Toward Balanced Piezoelectric and Mechanical Performance: 3D Printed Polyvinylidene Fluoride/Carbon Nanotube Energy Harvester with Hierarchical Structure

With rapid consumption of fossil energy and its impact on the environment, the desire for clean energy is gradually increasing around the world, and piezoelectric polymers have received extensive attention owing to their capability to harvest discrete mechanical energy in the environment. However, the existing piezoelectric devices are mostly low-dimensional fibers or films, making it difficult to achieve a good balance between mechanical robustness and piezoelectric output. Herein, a polyvinylidene fluoride (PVDF)/multiwalled carbon nanotube (MWCNT) scaffold with a hierarchical porous structure and geometry was fabricated by chemical-foaming-assisted fused deposition modeling (FDM).

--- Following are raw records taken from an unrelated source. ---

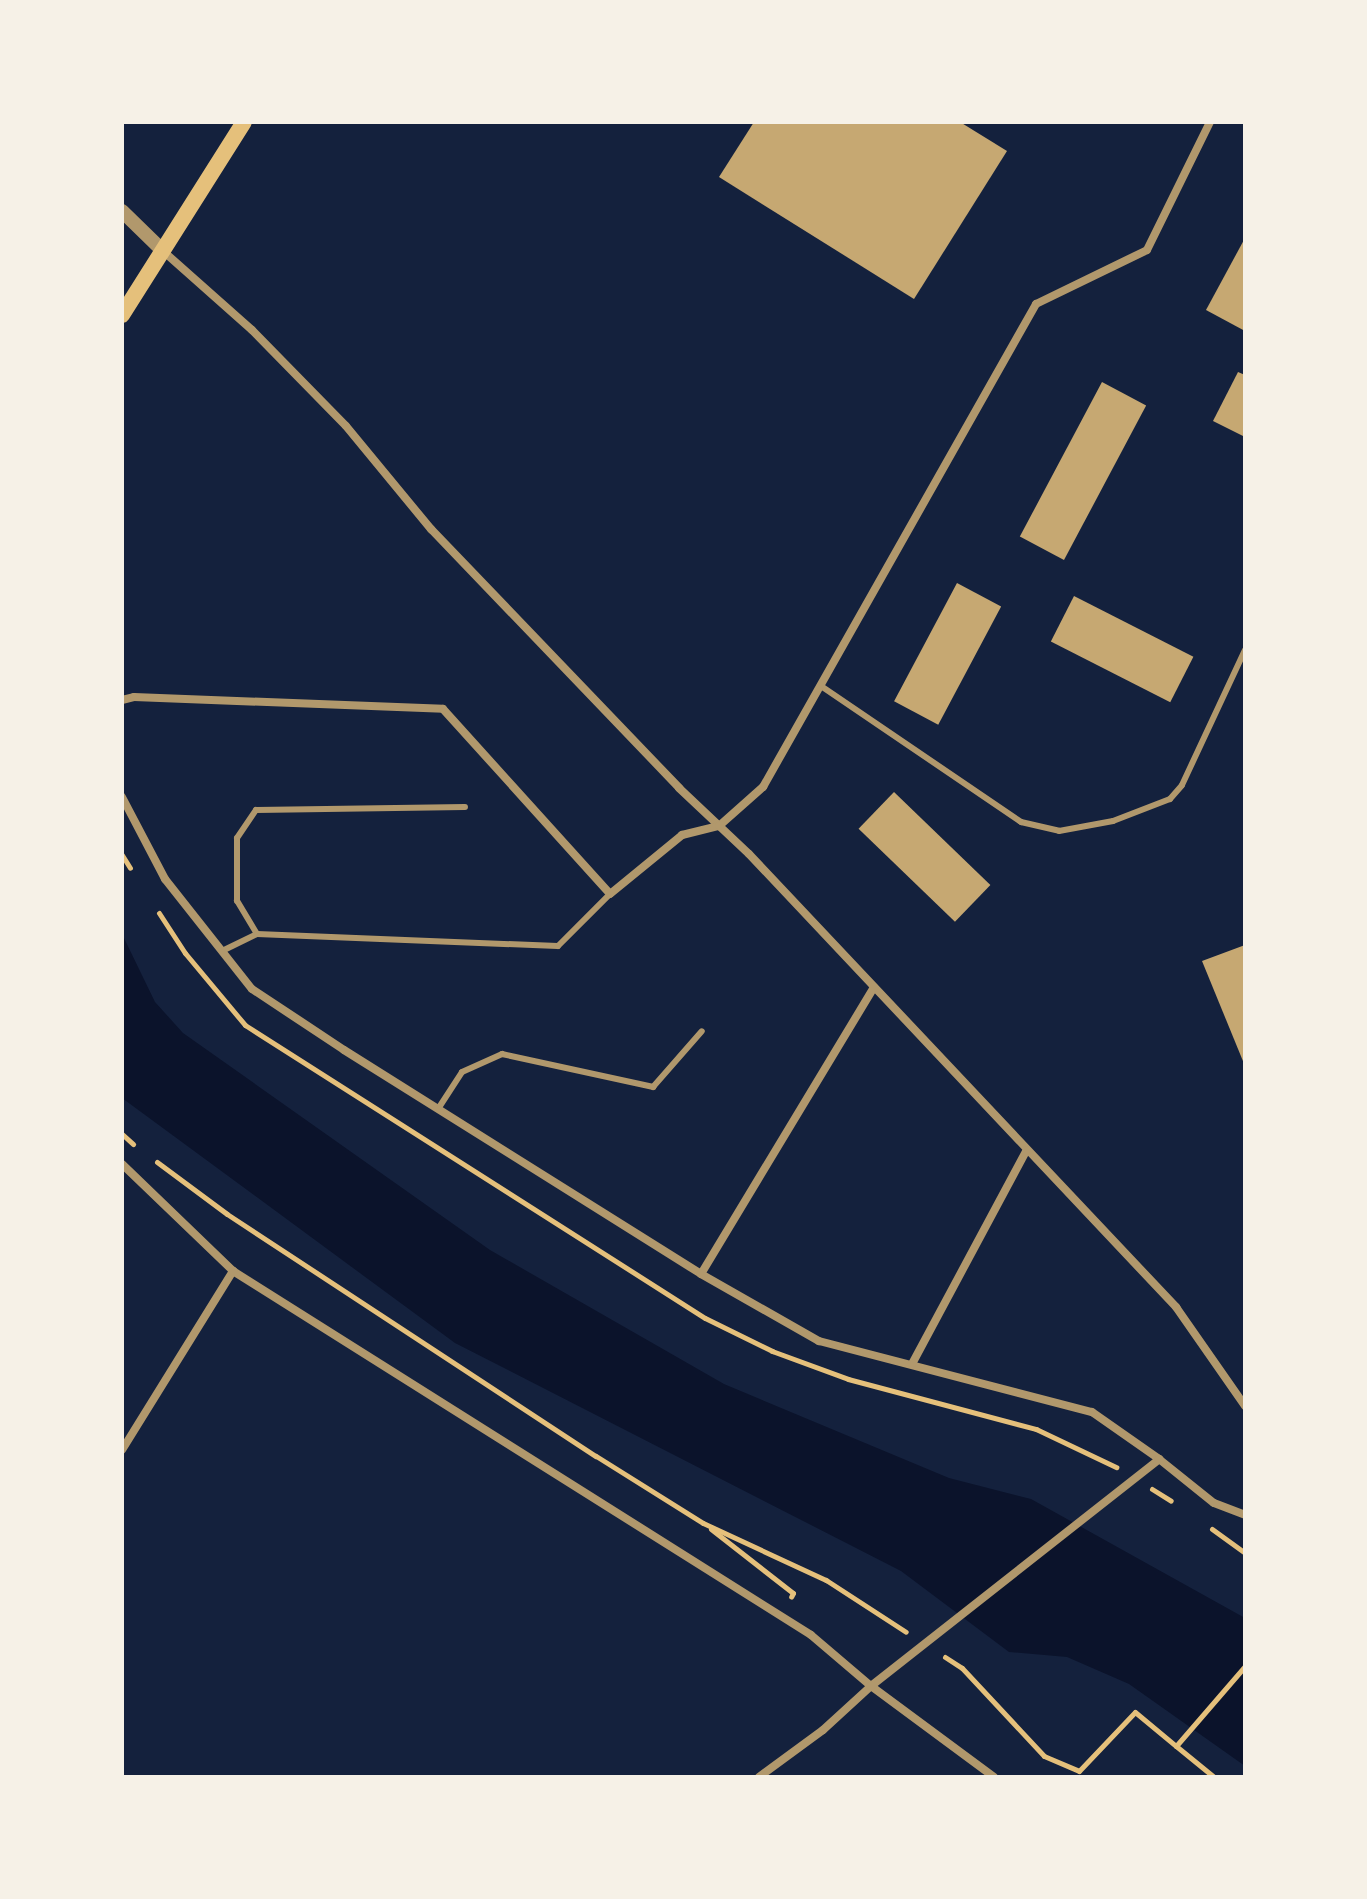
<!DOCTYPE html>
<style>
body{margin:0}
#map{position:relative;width:1367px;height:1899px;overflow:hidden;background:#14213d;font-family:"Golos Text",sans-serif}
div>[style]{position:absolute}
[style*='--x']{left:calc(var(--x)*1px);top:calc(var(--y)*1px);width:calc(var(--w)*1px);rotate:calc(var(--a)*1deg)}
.water>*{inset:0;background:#0b132b}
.building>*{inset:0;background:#c6a872;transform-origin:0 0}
.path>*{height:5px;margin:-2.5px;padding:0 2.5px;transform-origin:2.5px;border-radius:2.5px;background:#e5c07b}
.service>*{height:6px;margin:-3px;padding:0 3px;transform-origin:3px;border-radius:3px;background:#b1986c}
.minor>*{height:8px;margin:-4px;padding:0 4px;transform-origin:4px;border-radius:4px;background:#b1986c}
.tertiary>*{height:14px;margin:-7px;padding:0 7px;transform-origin:7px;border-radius:7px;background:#b1986c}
.secondary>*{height:16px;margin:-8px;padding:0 8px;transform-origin:8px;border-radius:8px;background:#e5c07b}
span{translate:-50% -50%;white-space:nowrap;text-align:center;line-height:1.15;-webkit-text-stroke:6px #f6f1e7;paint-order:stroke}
.frame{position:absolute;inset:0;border:124px solid #f6f1e7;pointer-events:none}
</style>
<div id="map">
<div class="water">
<i style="clip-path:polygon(122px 934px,155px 1002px,183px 1033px,490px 1250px,724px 1384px,949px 1478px,1031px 1499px,1245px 1618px,1245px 1766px,1129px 1684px,1067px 1657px,1009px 1652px,901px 1571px,455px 1343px,122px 1098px)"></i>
</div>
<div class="building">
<i style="clip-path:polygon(754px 122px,960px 122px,1007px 151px,914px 299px,719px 177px)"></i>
<i style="clip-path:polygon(1245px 238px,1245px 331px,1206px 310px)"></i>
<i style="clip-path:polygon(1238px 372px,1245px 375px,1245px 437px,1213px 421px)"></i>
<i style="left:1102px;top:382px;width:50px;height:175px;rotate:28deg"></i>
<i style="left:957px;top:583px;width:50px;height:134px;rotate:28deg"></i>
<i style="left:1074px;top:596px;width:134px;height:51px;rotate:27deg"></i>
<i style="left:894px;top:792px;width:134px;height:51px;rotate:44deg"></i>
<i style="clip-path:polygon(1245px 945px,1245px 1066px,1202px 961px)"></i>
</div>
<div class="path">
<i style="--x:122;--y:855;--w:15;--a:58"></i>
<i style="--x:159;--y:913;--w:48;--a:57"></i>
<i style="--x:185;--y:953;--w:94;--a:50.2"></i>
<i style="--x:245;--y:1025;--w:545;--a:32.5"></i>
<i style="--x:705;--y:1318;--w:75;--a:26.2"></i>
<i style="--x:772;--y:1351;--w:81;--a:20.2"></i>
<i style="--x:848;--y:1379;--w:195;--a:14.9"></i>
<i style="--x:1036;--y:1429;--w:89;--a:25.4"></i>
<i style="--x:122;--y:1134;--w:15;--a:42"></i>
<i style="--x:157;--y:1162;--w:87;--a:36.6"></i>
<i style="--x:227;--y:1214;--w:441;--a:33.3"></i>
<i style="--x:596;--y:1456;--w:126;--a:32.1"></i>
<i style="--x:703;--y:1523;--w:136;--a:24.9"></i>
<i style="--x:826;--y:1580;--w:95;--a:33"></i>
<i style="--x:1152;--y:1489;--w:22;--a:32"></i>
<i style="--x:711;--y:1529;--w:104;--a:38"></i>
<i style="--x:793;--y:1593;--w:4;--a:117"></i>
<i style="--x:1212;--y:1529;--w:41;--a:36"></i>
<i style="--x:945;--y:1657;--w:20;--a:33"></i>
<i style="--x:962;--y:1668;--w:120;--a:47"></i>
<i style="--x:1044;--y:1756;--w:38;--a:23"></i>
<i style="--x:1079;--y:1771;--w:81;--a:-46.5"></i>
<i style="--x:1135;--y:1712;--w:53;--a:39.7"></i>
<i style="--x:1214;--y:1777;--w:49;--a:-140.8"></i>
<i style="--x:1176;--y:1746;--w:106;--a:-49.2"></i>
</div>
<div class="service">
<i style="--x:821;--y:686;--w:242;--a:34.2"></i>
<i style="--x:1021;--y:822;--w:39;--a:13"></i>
<i style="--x:1059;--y:831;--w:55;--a:-10.5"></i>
<i style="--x:1113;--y:821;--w:61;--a:-21.1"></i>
<i style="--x:1170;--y:799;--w:18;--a:-49"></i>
<i style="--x:1182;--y:785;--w:149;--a:-65"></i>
<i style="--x:257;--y:934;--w:39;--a:-121"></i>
<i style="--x:237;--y:901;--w:63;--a:-90"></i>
<i style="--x:237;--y:838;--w:34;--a:-56"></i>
<i style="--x:256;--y:810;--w:209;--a:-0.8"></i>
<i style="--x:222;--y:951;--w:39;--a:-26"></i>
<i style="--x:257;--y:934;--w:301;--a:2.3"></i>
<i style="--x:558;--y:946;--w:74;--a:-45"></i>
<i style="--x:438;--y:1109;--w:44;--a:-57"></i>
<i style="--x:462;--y:1072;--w:44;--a:-24.2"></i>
<i style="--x:502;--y:1054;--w:155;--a:12.3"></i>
<i style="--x:653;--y:1087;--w:74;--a:-48.8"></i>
</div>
<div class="minor">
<i style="--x:163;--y:251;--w:119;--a:41.6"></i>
<i style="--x:252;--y:330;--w:134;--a:45.6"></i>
<i style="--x:346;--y:426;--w:134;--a:50.5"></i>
<i style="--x:431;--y:529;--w:359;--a:46.2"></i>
<i style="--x:679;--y:788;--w:96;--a:43.3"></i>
<i style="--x:749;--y:854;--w:623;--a:46.69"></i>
<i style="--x:1176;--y:1307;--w:121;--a:55.1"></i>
<i style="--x:122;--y:700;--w:12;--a:-14"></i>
<i style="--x:134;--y:697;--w:309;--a:2.2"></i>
<i style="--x:443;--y:709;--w:249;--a:47.9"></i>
<i style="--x:610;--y:894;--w:93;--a:-39.3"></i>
<i style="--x:682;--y:835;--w:38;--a:-14"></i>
<i style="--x:719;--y:826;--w:59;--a:-41.6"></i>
<i style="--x:763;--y:787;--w:555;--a:-60.52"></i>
<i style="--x:1036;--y:304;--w:123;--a:-25.9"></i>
<i style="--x:1147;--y:250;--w:143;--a:-63.8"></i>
<i style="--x:122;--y:797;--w:93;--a:62.3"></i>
<i style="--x:165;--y:879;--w:140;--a:51.7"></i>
<i style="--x:252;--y:989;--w:110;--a:33.5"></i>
<i style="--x:344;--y:1050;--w:421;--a:32.1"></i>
<i style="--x:701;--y:1274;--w:136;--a:29.6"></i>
<i style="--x:819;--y:1341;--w:282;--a:14.6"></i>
<i style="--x:1092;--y:1412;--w:82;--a:35"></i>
<i style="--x:122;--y:1164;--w:154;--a:43.9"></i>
<i style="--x:233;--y:1271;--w:683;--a:32.2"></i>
<i style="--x:811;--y:1635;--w:79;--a:40.4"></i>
<i style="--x:871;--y:1686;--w:153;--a:36.5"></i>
<i style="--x:701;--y:1274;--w:335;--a:-58.9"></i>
<i style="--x:912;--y:1364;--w:242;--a:-61.8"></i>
<i style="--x:122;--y:1450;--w:211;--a:-58.2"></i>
<i style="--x:759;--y:1777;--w:79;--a:-36.3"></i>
<i style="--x:823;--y:1730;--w:65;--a:-42.5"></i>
<i style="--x:871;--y:1686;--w:367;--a:-38.2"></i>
<i style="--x:1159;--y:1459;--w:70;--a:38.7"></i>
<i style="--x:1214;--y:1503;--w:33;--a:21"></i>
</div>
<div class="tertiary">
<i style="--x:122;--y:211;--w:57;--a:44.3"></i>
</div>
<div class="secondary">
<i style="--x:122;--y:315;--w:228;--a:-57.7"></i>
</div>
<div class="frame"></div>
</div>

Chemical foaming was triggered by the heat accompanied during FDM molding, where a microporous structure was formed inside the part without affecting the geometric design to realize strain accumulation in normal space. Moreover, the conductive MWCNT formed discontinuous and parallel morphology around the pores, which not only promotes the polling process and formation of electrets, but also avoids the electrical breakdown caused by the formation of the conductive network. Accordingly, the combined effect of hierarchical structure and incorporation of MWCNT leads to a balanced piezoelectric (open circuit voltage of 8.46 V and short circuit current of 157 nA) and mechanical performance (compressive modulus of 14.07 MPa). These excellent properties all demonstrate the potential capabilities of the developed piezoelectric nanogenerators in the field of self-powered nanosensors and portable devices.